The German Ambassador (Bernstorff) to the Secretary of State

J. Nr. 2567]

Mr. Secretary of State: By direction of my Government I have the honor to supplement my memorandum of the 7th instant1 with the following statement:

The Federal Council’s decision concerning the seizure of food products, which England alleges to be the cause of food products shipped to Germany being treated as contraband, bears exclusively on “wheat, rye, both unmixed and mixed with other products” and also “wheat, rye, oats and barley flour.”2
The Federal Council makes an express exception in Section 45 of the order. Section 45 provides as follows: “The stipulations of this regulation do not apply to grain or flour imported from abroad after January 31.”
Conjunctively with that saving clause the Federal Council’s order contains a provision under which imported cereals and flours would bé sold exclusively to the municipalities or certain specially designated organizations by the importers. Although that provision had for its object simply to throw imported grain and flour into such channels as supply the private consumption of civilians and, in consequence of that provision, the intent and purpose of the Federal Council’s order which was to protect the civilian population from speculators and engrossers were fully met, it was nevertheless rescinded so as to leave no room for doubt.
My Government is amenable to any proposition looking to control by a special American organization under the supervision of [Page 103] the American consular officers and, if necessary, will itself make a proposition in that direction.
The German Government further calls attention to the fact that municipalities do not form part of or belong to the Government but are “self-administrative bodies” which are elected by the inhabitants of the commune in accordance with fixed rules and therefore exclusively represent the private part of the population and act as it directs.

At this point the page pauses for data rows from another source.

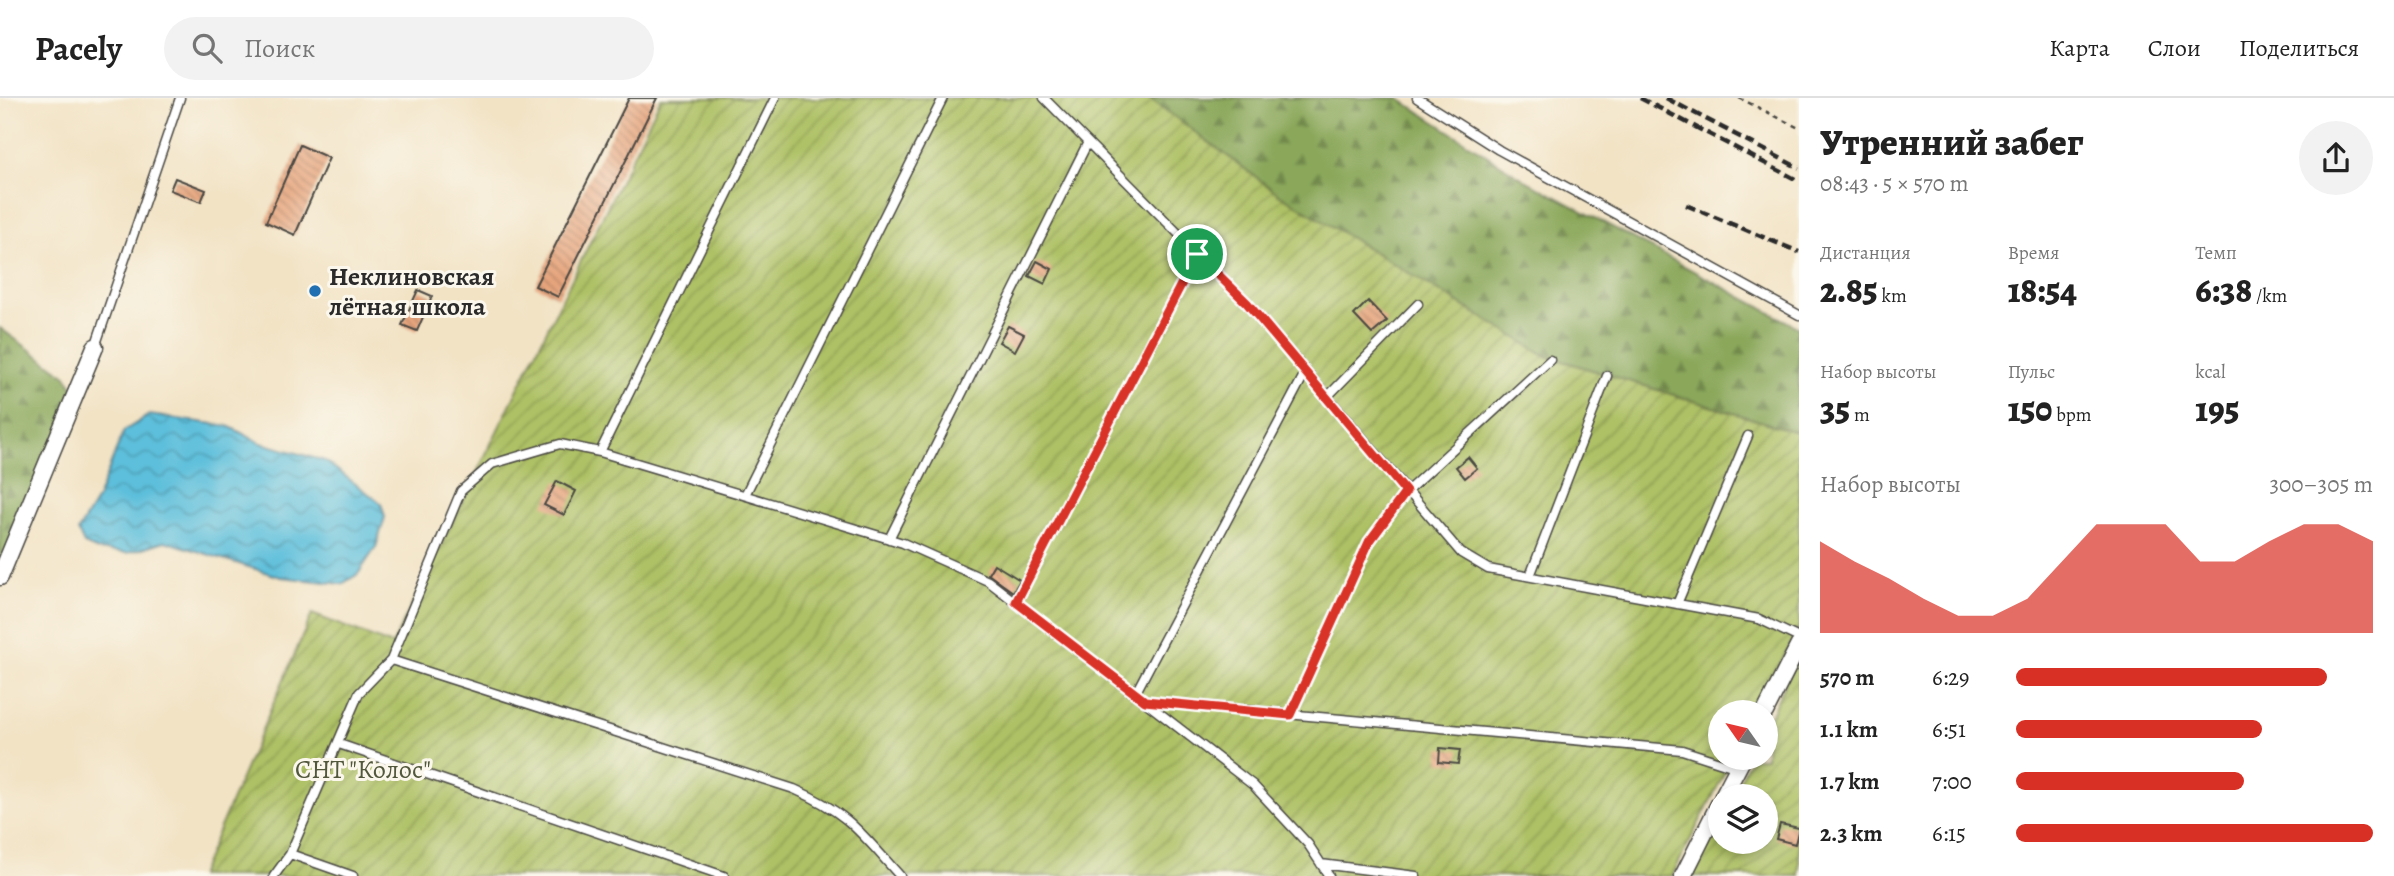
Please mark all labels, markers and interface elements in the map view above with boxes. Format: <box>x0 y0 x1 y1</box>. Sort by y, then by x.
search box <box>164 17 654 80</box>
text: Pacely <box>35 26 122 71</box>
icon: search <box>188 29 226 67</box>
text: Поиск <box>244 31 315 66</box>
text: Карта <box>2049 32 2110 64</box>
text: Слои <box>2148 32 2201 64</box>
text: Поделиться <box>2239 32 2359 64</box>
text: Утренний забег <box>1820 116 2084 168</box>
button: share <box>2299 121 2373 195</box>
text: 08:43 · 5 × 570 m <box>1820 168 1969 199</box>
pin <box>1167 224 1227 284</box>
icon: arrive <box>1178 235 1216 273</box>
text: Дистанция <box>1820 240 1911 266</box>
text: Время <box>2008 240 2059 266</box>
text: Темп <box>2195 240 2237 266</box>
place label: Неклиновская лётная школа <box>328 259 494 324</box>
text: 2.85 <box>1820 266 1878 314</box>
text: 18:54 <box>2008 266 2077 314</box>
text: 6:38 <box>2195 266 2252 314</box>
marker: Неклиновская лётная школа <box>307 283 323 299</box>
text: km <box>1878 283 1907 309</box>
text: /km <box>2252 283 2287 309</box>
text: Набор высоты <box>1820 359 1936 385</box>
text: Пульс <box>2008 359 2055 385</box>
text: kcal <box>2195 359 2226 385</box>
text: 35 <box>1820 385 1850 433</box>
text: 150 <box>2008 385 2052 433</box>
text: 195 <box>2195 385 2239 433</box>
text: m <box>1850 402 1870 428</box>
text: bpm <box>2052 402 2092 428</box>
text: Набор высоты <box>1820 469 1961 500</box>
text: 300–305 m <box>2270 469 2373 500</box>
text: 570 m <box>1820 662 1875 693</box>
text: 6:29 <box>1932 662 1970 693</box>
north arrow <box>1708 700 1778 770</box>
map controls <box>1708 700 1778 854</box>
text: 1.1 km <box>1820 714 1878 745</box>
text: 6:51 <box>1932 714 1966 745</box>
park label: СНТ "Колос" <box>295 752 431 787</box>
text: 1.7 km <box>1820 766 1880 797</box>
text: 7:00 <box>1932 766 1972 797</box>
button: layers <box>1708 784 1778 854</box>
text: 2.3 km <box>1820 818 1883 849</box>
text: 6:15 <box>1932 818 1966 849</box>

Although those principles are generally known and obtain in the United States as well as in England itself, the German Government desired to point out the fact so as to avoid any further unnecessary delay.
Hence is it absolutely assured that imported food products will be consumed by the civilian population in Germany exclusively and there remains no ground upon which England can prevent the exportation of food products from America to Germany for the use of civilians.

The Imperial Government expresses the firm hope that the American Government will stand on its right in this matter.

Accept [etc.]

J. Bernstorff
  1. Ante, p. 95.
  2. For previous correspondence dealing with this decree and its effects, see post, pp. 313, et seq.